A cup marked stone near Kineras Farm.

Type and Period (1)

  • CUP MARKED STONE (Neolithic to Late Bronze Age - 4000 BC? to 551 BC?)

Protected Status

  • None recorded

Full Description

There is a cup-marked stone a little to the south of the farm of Kineras. The stone is a slab of tough grey gneiss containing mica, with a rounded surface, lying flat on the ground and partly imbedded. It contains 43 distinct cups, three pairs of which are connected by grooves.
W Jolly 1882

This cup marked stone is at NH 46774007. It measures 1.5metres long by 1.1. metres broad and is as described by Jolly. The cup marks vary in size from 3" in diameter by 2" deep, to 1 1/2" in diameter by 3/4" deep, but there is now no trace of any pairs joined by grooves. Surveyed at 1/2500.
Visited by OS (R D) 18 December 1964

This panel was recorded as part of the ScRAP (Scotland’s Rock Art project) by members of NoSAS in March 2019. Approx 4kms southwest of the centre of Kiltarlity a broad ridge, a druim, runs in a southwest direction between the line of the Beauly River and Strathglass to the northwest and the smaller Allt an Loin to the southeast. This ridge is extensively farmed as the crofting community of Kinerras, mostly as pasture. There are areas of woodland amongst the fields. Access to the field in which this stone lies is from the east, from Kinerras Farm, in particular No.6 Kinerras. Across a field, through a gate, is a field of rough pasture the northern part of which has been fenced off and contains rank bracken. Two tumbled stone-and-turf dykes run parallel in a WSW-ENE direction, about 20m apart starting just within the gate, abutting the unfenced woodland. The stone was hidden in the bracken, lying about 5m north of the middle of the southern dyke. There is another cup-marked stone, the Nine Hole Stone (Canmore ID 12327), in a field of close-cropped pasture, approx. 150m to the SW, across a deer fence. The crofting community of Culburnie with three Clava type cairns (Canmore ID's 12397, 12388, 12391) lies three kms to the northeast. This is a landscape with many pre-historic archaeological features of settlement and agriculture. Both cups were first recorded by William Jolly in an article in the Proceedings of the Scottish Archaeological Society in 1882 (PSAS, 1882, vol 16, pp 300-401).

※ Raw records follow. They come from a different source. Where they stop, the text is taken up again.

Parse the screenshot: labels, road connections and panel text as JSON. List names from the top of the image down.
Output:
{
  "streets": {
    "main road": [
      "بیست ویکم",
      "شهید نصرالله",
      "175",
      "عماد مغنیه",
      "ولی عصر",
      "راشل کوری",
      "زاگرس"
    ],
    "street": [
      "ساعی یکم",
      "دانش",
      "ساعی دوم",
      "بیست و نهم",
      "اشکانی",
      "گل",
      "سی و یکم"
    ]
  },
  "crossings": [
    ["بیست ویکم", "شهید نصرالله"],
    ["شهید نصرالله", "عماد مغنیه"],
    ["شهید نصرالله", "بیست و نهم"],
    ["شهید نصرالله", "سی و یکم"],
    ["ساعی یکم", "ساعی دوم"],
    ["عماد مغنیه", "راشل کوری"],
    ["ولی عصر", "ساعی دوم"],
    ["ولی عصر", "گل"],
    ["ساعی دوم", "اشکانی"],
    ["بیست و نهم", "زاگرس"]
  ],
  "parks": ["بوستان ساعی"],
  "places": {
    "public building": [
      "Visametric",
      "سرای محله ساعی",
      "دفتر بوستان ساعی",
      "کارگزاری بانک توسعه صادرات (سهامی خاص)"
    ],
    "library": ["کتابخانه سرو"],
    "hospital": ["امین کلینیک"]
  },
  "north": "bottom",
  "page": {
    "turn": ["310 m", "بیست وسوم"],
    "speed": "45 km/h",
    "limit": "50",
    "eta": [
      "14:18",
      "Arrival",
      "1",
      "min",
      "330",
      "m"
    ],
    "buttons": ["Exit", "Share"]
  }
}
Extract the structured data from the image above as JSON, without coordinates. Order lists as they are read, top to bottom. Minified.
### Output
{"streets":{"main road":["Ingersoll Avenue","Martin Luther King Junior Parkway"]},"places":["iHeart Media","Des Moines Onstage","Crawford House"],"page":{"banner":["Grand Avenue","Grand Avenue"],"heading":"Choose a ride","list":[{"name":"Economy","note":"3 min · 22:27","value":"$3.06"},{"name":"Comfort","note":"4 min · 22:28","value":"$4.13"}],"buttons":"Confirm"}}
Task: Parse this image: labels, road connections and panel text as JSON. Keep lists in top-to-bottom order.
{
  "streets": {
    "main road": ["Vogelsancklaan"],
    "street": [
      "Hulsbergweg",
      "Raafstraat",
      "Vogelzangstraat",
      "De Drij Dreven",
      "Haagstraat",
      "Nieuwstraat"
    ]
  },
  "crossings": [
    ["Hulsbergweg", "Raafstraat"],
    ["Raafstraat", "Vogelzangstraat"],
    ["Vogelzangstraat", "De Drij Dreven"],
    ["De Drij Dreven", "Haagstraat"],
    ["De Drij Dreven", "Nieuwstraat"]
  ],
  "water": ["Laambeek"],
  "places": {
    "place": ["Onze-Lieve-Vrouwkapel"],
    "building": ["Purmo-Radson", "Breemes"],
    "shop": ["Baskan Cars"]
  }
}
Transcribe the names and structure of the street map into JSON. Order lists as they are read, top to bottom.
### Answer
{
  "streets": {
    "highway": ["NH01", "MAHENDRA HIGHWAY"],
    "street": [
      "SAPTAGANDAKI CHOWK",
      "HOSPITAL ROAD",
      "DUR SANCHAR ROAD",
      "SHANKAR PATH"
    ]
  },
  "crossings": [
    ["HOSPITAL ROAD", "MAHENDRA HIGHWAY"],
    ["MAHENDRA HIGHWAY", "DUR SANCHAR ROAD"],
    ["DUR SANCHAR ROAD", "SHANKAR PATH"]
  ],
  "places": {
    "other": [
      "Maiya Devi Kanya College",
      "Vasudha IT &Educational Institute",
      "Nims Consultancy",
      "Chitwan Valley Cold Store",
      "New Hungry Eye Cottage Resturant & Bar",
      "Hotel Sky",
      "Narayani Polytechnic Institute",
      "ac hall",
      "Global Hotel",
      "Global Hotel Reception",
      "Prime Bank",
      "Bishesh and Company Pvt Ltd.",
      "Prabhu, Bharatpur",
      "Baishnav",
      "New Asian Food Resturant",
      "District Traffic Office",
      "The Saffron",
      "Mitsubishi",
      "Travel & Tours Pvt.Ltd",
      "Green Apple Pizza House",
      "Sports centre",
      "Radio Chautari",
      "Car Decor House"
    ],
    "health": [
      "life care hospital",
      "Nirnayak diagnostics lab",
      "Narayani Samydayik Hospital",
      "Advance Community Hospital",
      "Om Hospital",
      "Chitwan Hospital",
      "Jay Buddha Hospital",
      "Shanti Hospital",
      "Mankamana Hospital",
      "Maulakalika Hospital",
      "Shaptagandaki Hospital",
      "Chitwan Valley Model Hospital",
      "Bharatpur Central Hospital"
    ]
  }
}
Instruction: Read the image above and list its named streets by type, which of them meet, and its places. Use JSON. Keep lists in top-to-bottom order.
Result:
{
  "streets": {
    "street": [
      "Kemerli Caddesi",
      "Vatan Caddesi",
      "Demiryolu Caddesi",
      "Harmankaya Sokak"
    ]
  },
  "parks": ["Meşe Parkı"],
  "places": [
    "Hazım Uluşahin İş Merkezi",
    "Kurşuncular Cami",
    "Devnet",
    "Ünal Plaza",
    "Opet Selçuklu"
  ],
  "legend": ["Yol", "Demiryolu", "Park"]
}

Lying flat on the ground, initially completely covered in bracken, this rounded hump-back stone is 1.6m NS by 1.1 eastwest. It rises to a height of 0.3m, just south of it's midpoint. Initially, after removing the moist bracken, the surface of the stone appeared blacky-brown, which dulled as it dried out. The stone has the form of a rounded almost symmetrical humpack, with the main carved area in the centre of the panel. Although there is a band of cups eastwest across the middle of the stone, there is a fine rosette of cups on the east facing surface of the panel as it slopes down to the ground. There are at least 43 cups on the surface of the rock, with three of the cups, labelled A, B & C on the sketch, seeming to be the centre of rosettes of other cups. These three also have prominent bossed edges or shoulders, and are deeper than the others, approx. 4-5cms. Cup A, on the east-facing aspect of the panel, is surrounded by 10 cups, in a non-symmetrical pattern. Cup B has the most prominent bossing, and has a line of 6 cups to the south. Cup C is surrounded by 10 cups in almost a circle. William Jolly in 1882 identified dumb-bell links between some of the cups. These were not identified subsequently by the OS in 1964, nor on this visit. <1>

NGR adjusted based on 2020 vertical aerial photographs. <2>

Sources/Archives (4)

Map

Location

Grid reference Centred NH 4676 4008 (10m by 10m) (2 map features)
Map sheet NH44SE
Civil Parish KILTARLITY AND CONVINTH
Geographical Area INVERNESS

Finds (0)

Related Monuments/Buildings (0)

Related Investigations/Events (1)

External Links (2)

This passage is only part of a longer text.